Collected data entries
══════════════════════════════
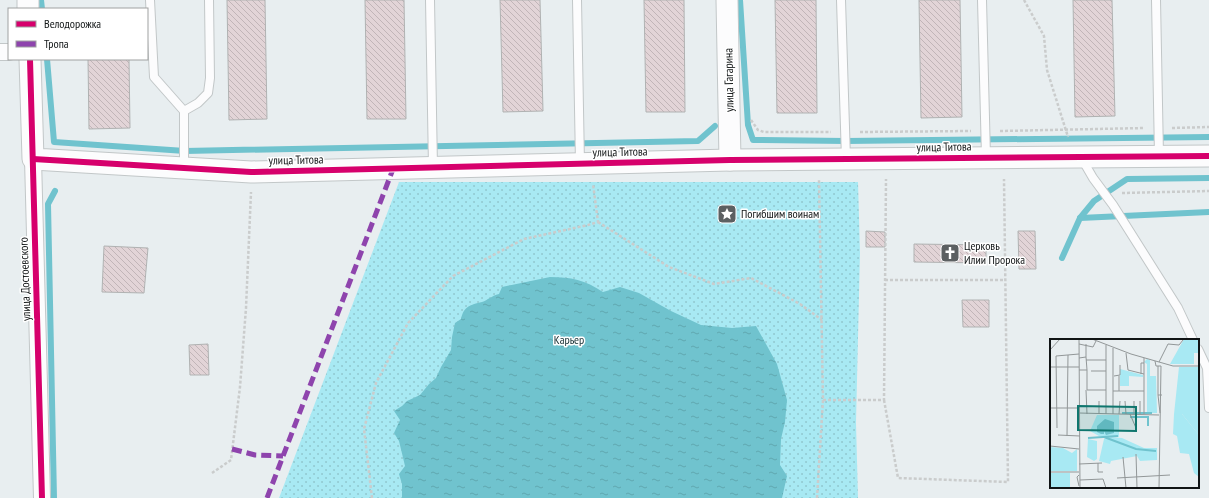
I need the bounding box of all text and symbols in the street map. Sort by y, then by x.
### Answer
legend [8,8,148,60]
text: Велодорожка [44,16,101,31]
text: Тропа [44,36,69,51]
street label: улица Гагарина [720,48,737,112]
street label: улица Титова [916,139,972,154]
street label: улица Титова [592,144,648,159]
street label: улица Титова [268,152,324,167]
place icon: Погибшим воинам [716,203,738,225]
place label: Погибшим воинам [741,206,819,221]
street label: улица Достоевского [16,237,33,321]
place label: Церковь Илии Пророка [964,238,1025,267]
church icon: Церковь Илии Пророка [939,242,961,264]
park label: Карьер [554,332,584,347]
inset map [1050,339,1199,488]

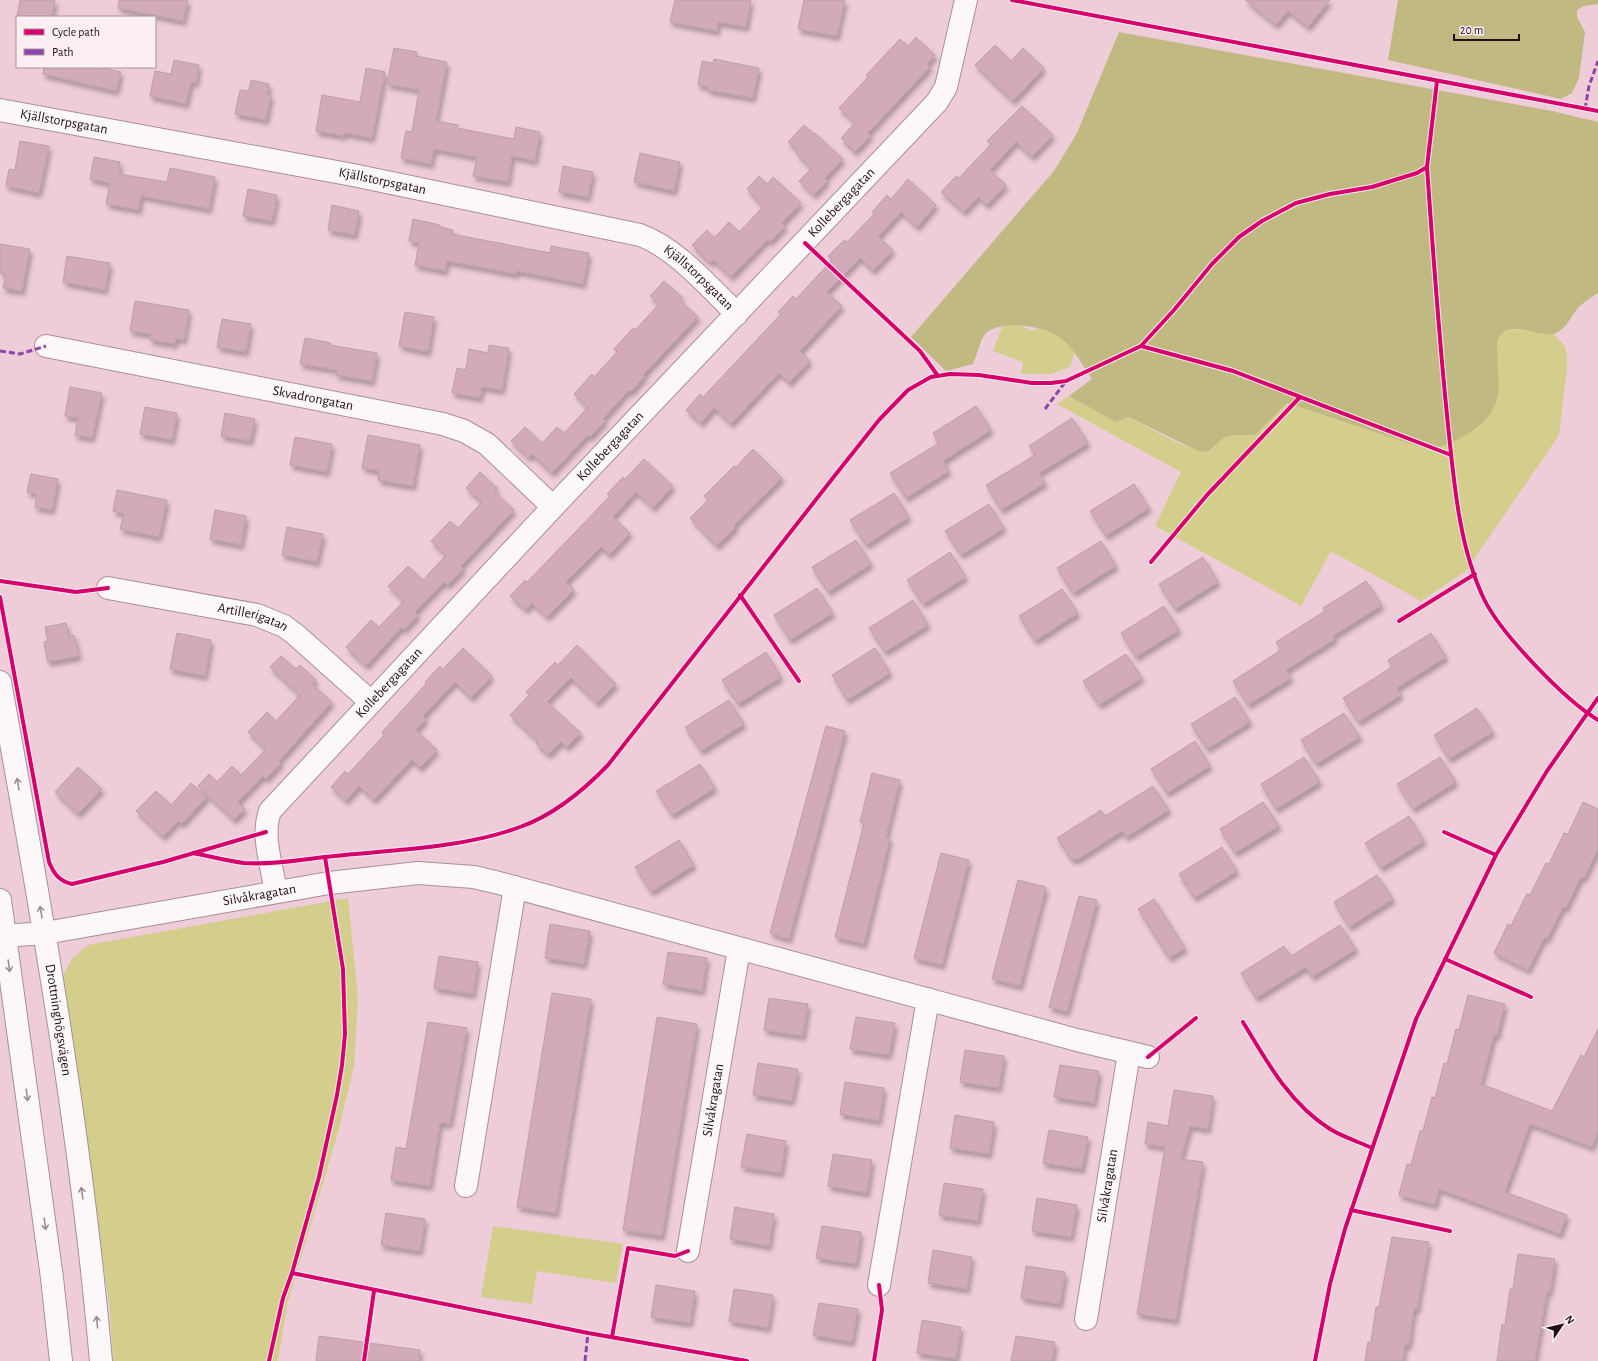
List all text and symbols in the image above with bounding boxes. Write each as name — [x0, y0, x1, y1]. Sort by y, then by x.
legend — [16, 16, 156, 68]
scale bar — [1454, 16, 1519, 42]
text: 20 m — [1460, 24, 1483, 36]
text: Cycle path — [52, 26, 100, 39]
text: Path — [52, 46, 74, 58]
street label: Kjällstorpsgatan — [19, 107, 109, 137]
street label: Kollebergagatan — [806, 165, 878, 240]
street label: Kjällstorpsgatan — [338, 166, 427, 197]
street label: Kjällstorpsgatan — [661, 242, 736, 313]
street label: Skvadrongatan — [271, 384, 354, 413]
street label: Kollebergagatan — [574, 409, 647, 484]
street label: Artillerigatan — [217, 601, 291, 634]
street label: Kollebergagatan — [353, 645, 425, 721]
one-way arrow — [14, 778, 22, 791]
street label: Silvåkragatan — [222, 882, 297, 909]
one-way arrow — [37, 906, 45, 919]
one-way arrow — [5, 959, 13, 972]
street label: Drottninghögsvägen — [43, 963, 74, 1077]
street label: Silvåkragatan — [700, 1062, 727, 1138]
one-way arrow — [23, 1088, 31, 1101]
street label: Silvåkragatan — [1095, 1148, 1120, 1223]
one-way arrow — [78, 1187, 86, 1200]
one-way arrow — [41, 1217, 49, 1230]
north arrow — [1542, 1305, 1582, 1345]
text: N — [1563, 1313, 1576, 1326]
one-way arrow — [93, 1316, 101, 1329]

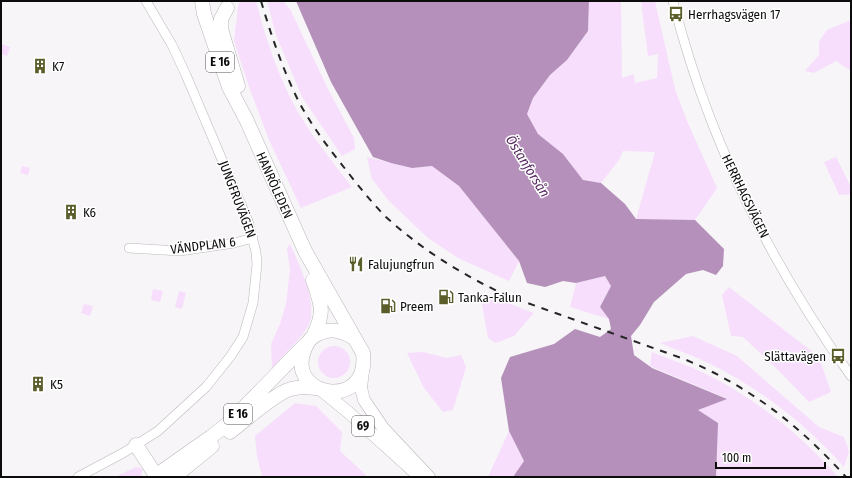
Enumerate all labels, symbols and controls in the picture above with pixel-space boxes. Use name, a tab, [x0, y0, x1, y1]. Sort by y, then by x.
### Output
bus stop icon: Herrhagsvägen 17	[667, 5, 685, 23]
place label: Herrhagsvägen 17	[688, 7, 780, 22]
road number: E 16	[206, 52, 234, 72]
building icon: K7	[31, 57, 49, 75]
place label: K7	[52, 59, 64, 74]
water label: Östanforsån	[502, 132, 554, 200]
street label: HANRÖLEDEN	[253, 149, 297, 221]
street label: HERRHAGSVÄGEN	[719, 152, 772, 240]
street label: JUNGFRUVÄGEN	[216, 158, 259, 240]
building icon: K6	[62, 203, 80, 221]
place label: K6	[83, 205, 96, 220]
street label: VÄNDPLAN 6	[170, 234, 236, 257]
restaurant icon: Falujungfrun	[347, 255, 365, 273]
place label: Falujungfrun	[368, 257, 435, 272]
fuel station icon: Tanka-Falun	[437, 288, 455, 306]
place label: Tanka-Falun	[458, 290, 522, 305]
fuel station icon: Preem	[379, 297, 397, 315]
place label: Preem	[400, 299, 434, 314]
bus stop icon: Slättavägen	[829, 347, 847, 365]
place label: Slättavägen	[764, 349, 826, 364]
building icon: K5	[29, 375, 47, 393]
place label: K5	[50, 377, 63, 392]
road number: E 16	[224, 404, 252, 424]
road number: 69	[352, 416, 374, 436]
scale bar	[716, 444, 825, 470]
text: 100 m	[722, 451, 751, 465]

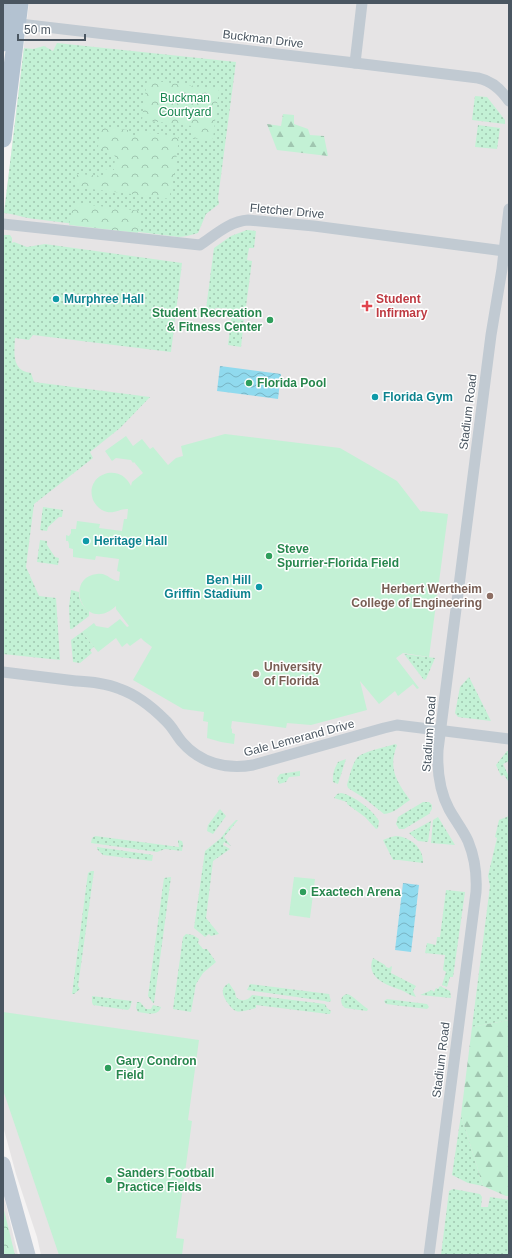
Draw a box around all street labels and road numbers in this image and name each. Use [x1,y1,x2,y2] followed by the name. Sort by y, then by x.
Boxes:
[222,27,305,51] street label: Buckman Drive
[249,201,325,221] street label: Fletcher Drive
[456,373,480,451] street label: Stadium Road
[419,696,439,772] street label: Stadium Road
[242,716,356,760] street label: Gale Lemerand Drive
[429,1021,453,1099] street label: Stadium Road

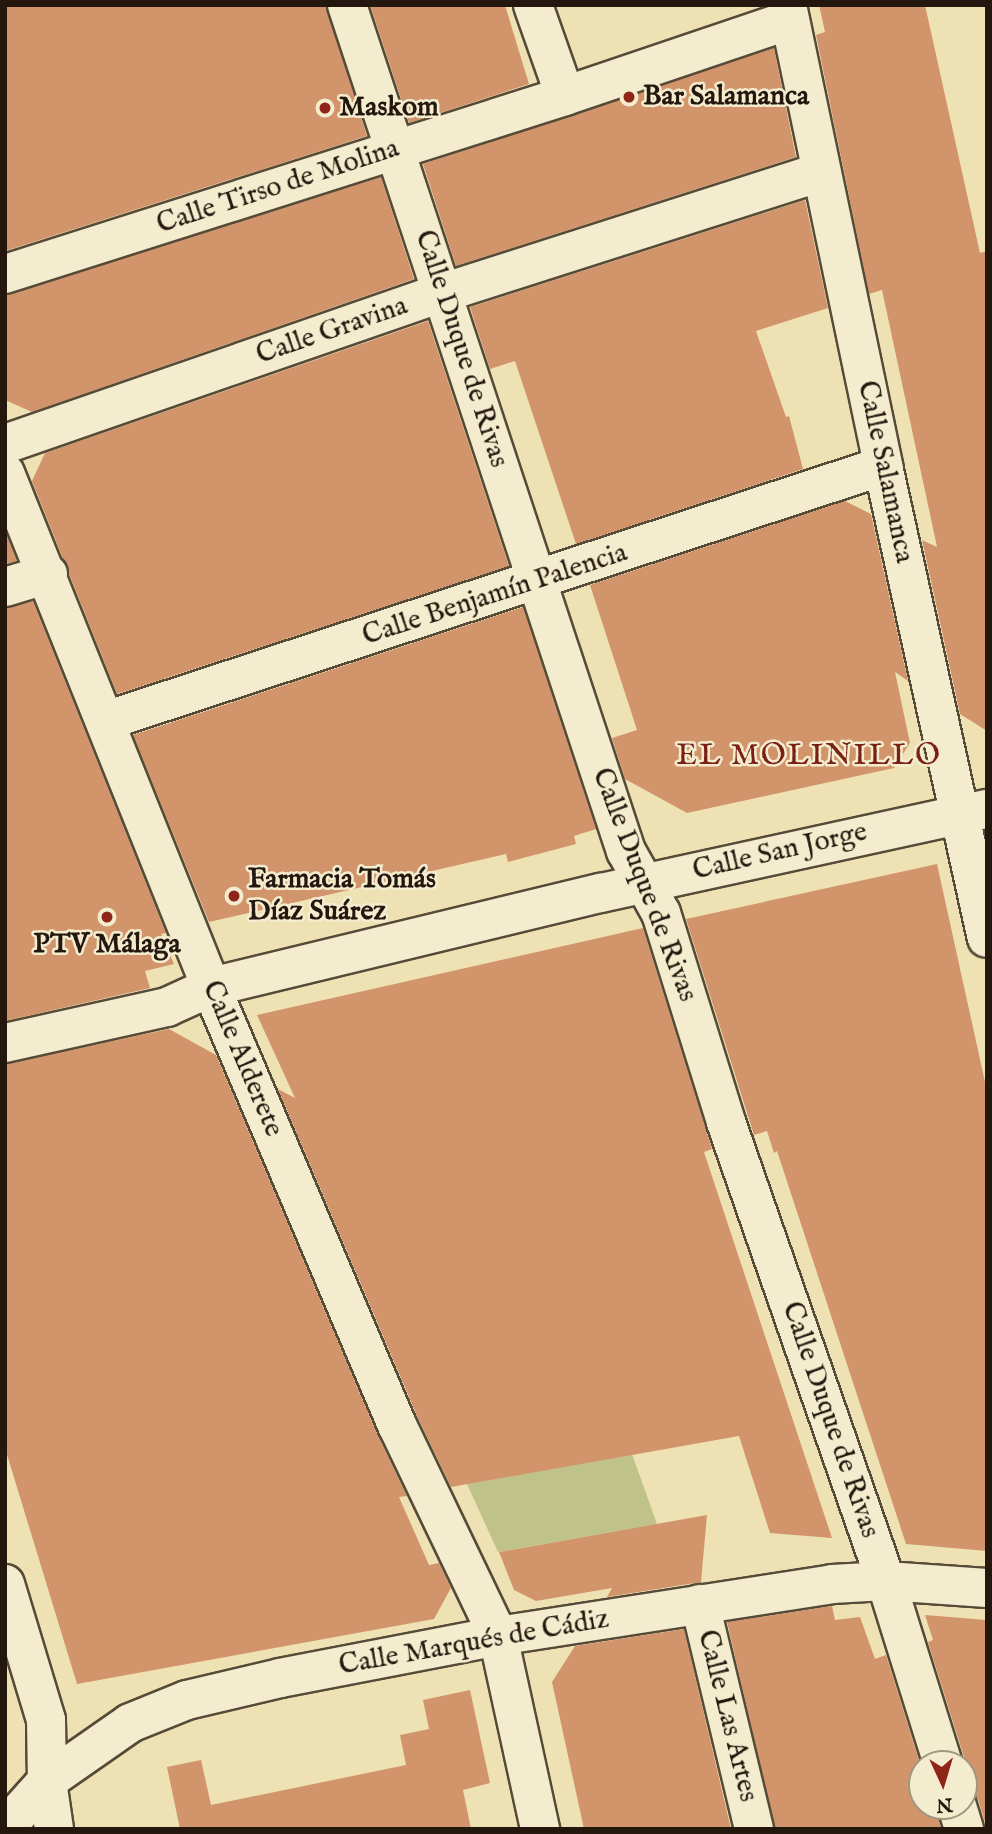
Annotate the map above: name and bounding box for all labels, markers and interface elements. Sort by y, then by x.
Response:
══════════════════════════════
Task details ▸
Repeat the data word for word. Images are not part of the copy.

Output for this task ▸
I need the bounding box of all text and symbols in the street map. Sort by y, then by x.
### Answer
legend [8,8,148,60]
text: Велодорожка [44,16,101,31]
text: Тропа [44,36,69,51]
street label: улица Гагарина [720,48,737,112]
street label: улица Титова [916,139,972,154]
street label: улица Титова [592,144,648,159]
street label: улица Титова [268,152,324,167]
place icon: Погибшим воинам [716,203,738,225]
place label: Погибшим воинам [741,206,819,221]
street label: улица Достоевского [16,237,33,321]
place label: Церковь Илии Пророка [964,238,1025,267]
church icon: Церковь Илии Пророка [939,242,961,264]
park label: Карьер [554,332,584,347]
inset map [1050,339,1199,488]

List all text and symbols in the image above with bounding boxes. Write each as name — [x0, y0, x1, y1]. Sort by y, then by x.
legend — [16, 16, 156, 68]
scale bar — [1454, 16, 1519, 42]
text: 20 m — [1460, 24, 1483, 36]
text: Cycle path — [52, 26, 100, 39]
text: Path — [52, 46, 74, 58]
street label: Kjällstorpsgatan — [19, 107, 109, 137]
street label: Kollebergagatan — [806, 165, 878, 240]
street label: Kjällstorpsgatan — [338, 166, 427, 197]
street label: Kjällstorpsgatan — [661, 242, 736, 313]
street label: Skvadrongatan — [271, 384, 354, 413]
street label: Kollebergagatan — [574, 409, 647, 484]
street label: Artillerigatan — [217, 601, 291, 634]
street label: Kollebergagatan — [353, 645, 425, 721]
one-way arrow — [14, 778, 22, 791]
street label: Silvåkragatan — [222, 882, 297, 909]
one-way arrow — [37, 906, 45, 919]
one-way arrow — [5, 959, 13, 972]
street label: Drottninghögsvägen — [43, 963, 74, 1077]
street label: Silvåkragatan — [700, 1062, 727, 1138]
one-way arrow — [23, 1088, 31, 1101]
street label: Silvåkragatan — [1095, 1148, 1120, 1223]
one-way arrow — [78, 1187, 86, 1200]
one-way arrow — [41, 1217, 49, 1230]
north arrow — [1542, 1305, 1582, 1345]
text: N — [1563, 1313, 1576, 1326]
one-way arrow — [93, 1316, 101, 1329]

Enumerate all labels, symbols and controls in the picture above with pixel-space boxes. Use name, a tab, [x0, y0, x1, y1]. Sort by y, then by x.
### Output
bus stop icon: Herrhagsvägen 17	[667, 5, 685, 23]
place label: Herrhagsvägen 17	[688, 7, 780, 22]
road number: E 16	[206, 52, 234, 72]
building icon: K7	[31, 57, 49, 75]
place label: K7	[52, 59, 64, 74]
water label: Östanforsån	[502, 132, 554, 200]
street label: HANRÖLEDEN	[253, 149, 297, 221]
street label: HERRHAGSVÄGEN	[719, 152, 772, 240]
street label: JUNGFRUVÄGEN	[216, 158, 259, 240]
building icon: K6	[62, 203, 80, 221]
place label: K6	[83, 205, 96, 220]
street label: VÄNDPLAN 6	[170, 234, 236, 257]
restaurant icon: Falujungfrun	[347, 255, 365, 273]
place label: Falujungfrun	[368, 257, 435, 272]
fuel station icon: Tanka-Falun	[437, 288, 455, 306]
place label: Tanka-Falun	[458, 290, 522, 305]
fuel station icon: Preem	[379, 297, 397, 315]
place label: Preem	[400, 299, 434, 314]
bus stop icon: Slättavägen	[829, 347, 847, 365]
place label: Slättavägen	[764, 349, 826, 364]
building icon: K5	[29, 375, 47, 393]
place label: K5	[50, 377, 63, 392]
road number: E 16	[224, 404, 252, 424]
road number: 69	[352, 416, 374, 436]
scale bar	[716, 444, 825, 470]
text: 100 m	[722, 451, 751, 465]

Draw a box around all street labels and road numbers in this image and name each. Use [x1,y1,x2,y2] followed by the name. Sort by y, then by x.
Boxes:
[222,27,305,51] street label: Buckman Drive
[249,201,325,221] street label: Fletcher Drive
[456,373,480,451] street label: Stadium Road
[419,696,439,772] street label: Stadium Road
[242,716,356,760] street label: Gale Lemerand Drive
[429,1021,453,1099] street label: Stadium Road

Annotate the map above: name and bounding box for all labels, markers and interface elements. Sort by y, then by x.
Response:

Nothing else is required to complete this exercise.